We deployed a new checkout flow on a Friday afternoon. It had passed code review, passed testing, passed staging load tests. By Friday evening, the error rate was climbing. The new flow had a race condition that only manifested under specific mobile browser timing that we hadn’t tested. Without a feature flag, the fix would have required an emergency deployment — 25 minutes of build time, deployment, and validation. With a feature flag, the rollback was turning off a switch. Thirty seconds.
Feature flags are a safety mechanism, not just a release tool. I’ve changed my opinion on them: they’re now mandatory for any user-facing change in production.
How It Works
A feature flag is a conditional in your code that evaluates at runtime:
if flags.IsEnabled(ctx, "new_checkout_flow") {
return newCheckoutHandler(w, r)
}
return legacyCheckoutHandler(w, r)
The flag value comes from a flag service — not from a config file that requires a deployment to change. The flag service evaluates the flag at runtime, usually with:
- Boolean: On or off for everyone
- Percentage rollout: On for X% of users (consistent per user)

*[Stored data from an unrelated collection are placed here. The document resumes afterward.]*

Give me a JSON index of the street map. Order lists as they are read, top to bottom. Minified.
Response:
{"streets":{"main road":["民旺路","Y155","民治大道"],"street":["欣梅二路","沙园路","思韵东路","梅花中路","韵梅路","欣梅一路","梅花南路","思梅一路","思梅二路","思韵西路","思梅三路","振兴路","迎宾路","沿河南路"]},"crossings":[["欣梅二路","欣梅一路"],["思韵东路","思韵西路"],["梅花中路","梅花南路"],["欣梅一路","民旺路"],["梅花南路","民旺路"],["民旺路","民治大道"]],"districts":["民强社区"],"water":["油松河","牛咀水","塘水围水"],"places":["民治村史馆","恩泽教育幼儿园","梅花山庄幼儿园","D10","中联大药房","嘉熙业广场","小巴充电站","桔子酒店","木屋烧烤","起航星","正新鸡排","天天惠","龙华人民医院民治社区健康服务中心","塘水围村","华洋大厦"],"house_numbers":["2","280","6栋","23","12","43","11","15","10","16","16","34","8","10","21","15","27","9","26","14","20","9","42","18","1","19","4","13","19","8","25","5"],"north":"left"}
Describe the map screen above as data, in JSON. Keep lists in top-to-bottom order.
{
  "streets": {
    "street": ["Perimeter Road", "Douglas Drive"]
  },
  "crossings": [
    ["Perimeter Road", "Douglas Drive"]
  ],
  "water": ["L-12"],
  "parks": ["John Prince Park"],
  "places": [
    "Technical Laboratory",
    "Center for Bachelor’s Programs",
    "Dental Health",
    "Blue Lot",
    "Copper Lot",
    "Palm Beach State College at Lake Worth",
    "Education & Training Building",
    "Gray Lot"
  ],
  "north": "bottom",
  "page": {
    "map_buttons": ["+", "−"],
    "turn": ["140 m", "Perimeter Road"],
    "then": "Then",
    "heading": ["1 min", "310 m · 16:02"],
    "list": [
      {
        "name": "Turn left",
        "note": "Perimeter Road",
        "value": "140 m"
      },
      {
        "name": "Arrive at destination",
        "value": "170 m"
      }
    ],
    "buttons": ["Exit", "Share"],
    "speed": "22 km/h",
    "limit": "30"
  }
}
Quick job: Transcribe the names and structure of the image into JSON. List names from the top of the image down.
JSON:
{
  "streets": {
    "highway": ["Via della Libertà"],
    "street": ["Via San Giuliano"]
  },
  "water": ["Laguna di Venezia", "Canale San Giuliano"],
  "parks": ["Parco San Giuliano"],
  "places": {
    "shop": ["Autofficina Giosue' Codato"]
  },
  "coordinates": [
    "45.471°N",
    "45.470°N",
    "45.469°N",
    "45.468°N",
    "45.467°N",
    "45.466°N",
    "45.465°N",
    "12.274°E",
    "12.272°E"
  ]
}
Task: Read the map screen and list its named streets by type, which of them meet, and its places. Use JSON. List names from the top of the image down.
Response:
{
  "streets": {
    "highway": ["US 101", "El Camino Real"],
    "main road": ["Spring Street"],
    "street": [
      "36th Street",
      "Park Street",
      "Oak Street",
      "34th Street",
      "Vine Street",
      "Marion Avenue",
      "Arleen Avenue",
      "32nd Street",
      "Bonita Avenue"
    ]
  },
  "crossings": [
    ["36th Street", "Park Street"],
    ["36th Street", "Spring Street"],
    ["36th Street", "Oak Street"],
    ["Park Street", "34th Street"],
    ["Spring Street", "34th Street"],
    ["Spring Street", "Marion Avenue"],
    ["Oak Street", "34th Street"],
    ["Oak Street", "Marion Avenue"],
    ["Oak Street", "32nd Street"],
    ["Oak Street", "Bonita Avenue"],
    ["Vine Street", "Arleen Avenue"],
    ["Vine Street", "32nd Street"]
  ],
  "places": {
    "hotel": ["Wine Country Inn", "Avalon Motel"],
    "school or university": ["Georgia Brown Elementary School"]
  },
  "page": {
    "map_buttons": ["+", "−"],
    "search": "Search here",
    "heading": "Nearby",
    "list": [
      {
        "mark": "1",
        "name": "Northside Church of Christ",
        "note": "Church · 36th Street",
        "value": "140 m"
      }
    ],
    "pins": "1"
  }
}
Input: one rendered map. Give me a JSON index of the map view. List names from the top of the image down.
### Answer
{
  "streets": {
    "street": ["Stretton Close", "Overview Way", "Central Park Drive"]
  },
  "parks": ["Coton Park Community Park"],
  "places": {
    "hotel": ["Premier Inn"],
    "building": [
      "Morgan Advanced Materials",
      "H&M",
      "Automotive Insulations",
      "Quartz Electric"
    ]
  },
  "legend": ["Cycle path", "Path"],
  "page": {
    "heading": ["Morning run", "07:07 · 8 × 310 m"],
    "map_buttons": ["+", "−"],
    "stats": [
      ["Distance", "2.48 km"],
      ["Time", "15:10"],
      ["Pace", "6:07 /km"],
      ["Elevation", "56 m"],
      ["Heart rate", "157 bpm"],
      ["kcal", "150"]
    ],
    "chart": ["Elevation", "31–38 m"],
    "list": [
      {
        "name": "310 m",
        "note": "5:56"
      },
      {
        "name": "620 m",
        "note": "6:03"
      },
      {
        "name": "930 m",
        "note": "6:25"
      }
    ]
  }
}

- User targeting: On for specific user IDs, emails, or attributes
- Rule-based: On for users matching certain criteria (country, plan tier, beta users)
Flag Lifecycle
Flags have types that determine their lifecycle:
Release flag → Short-lived. Used to gate a new feature during rollout.
Remove within 1-2 sprints of reaching 100%.
Ops (kill switch) → Long-lived. Used to disable a feature in emergencies.
Keep indefinitely. The value is the ability to turn it off.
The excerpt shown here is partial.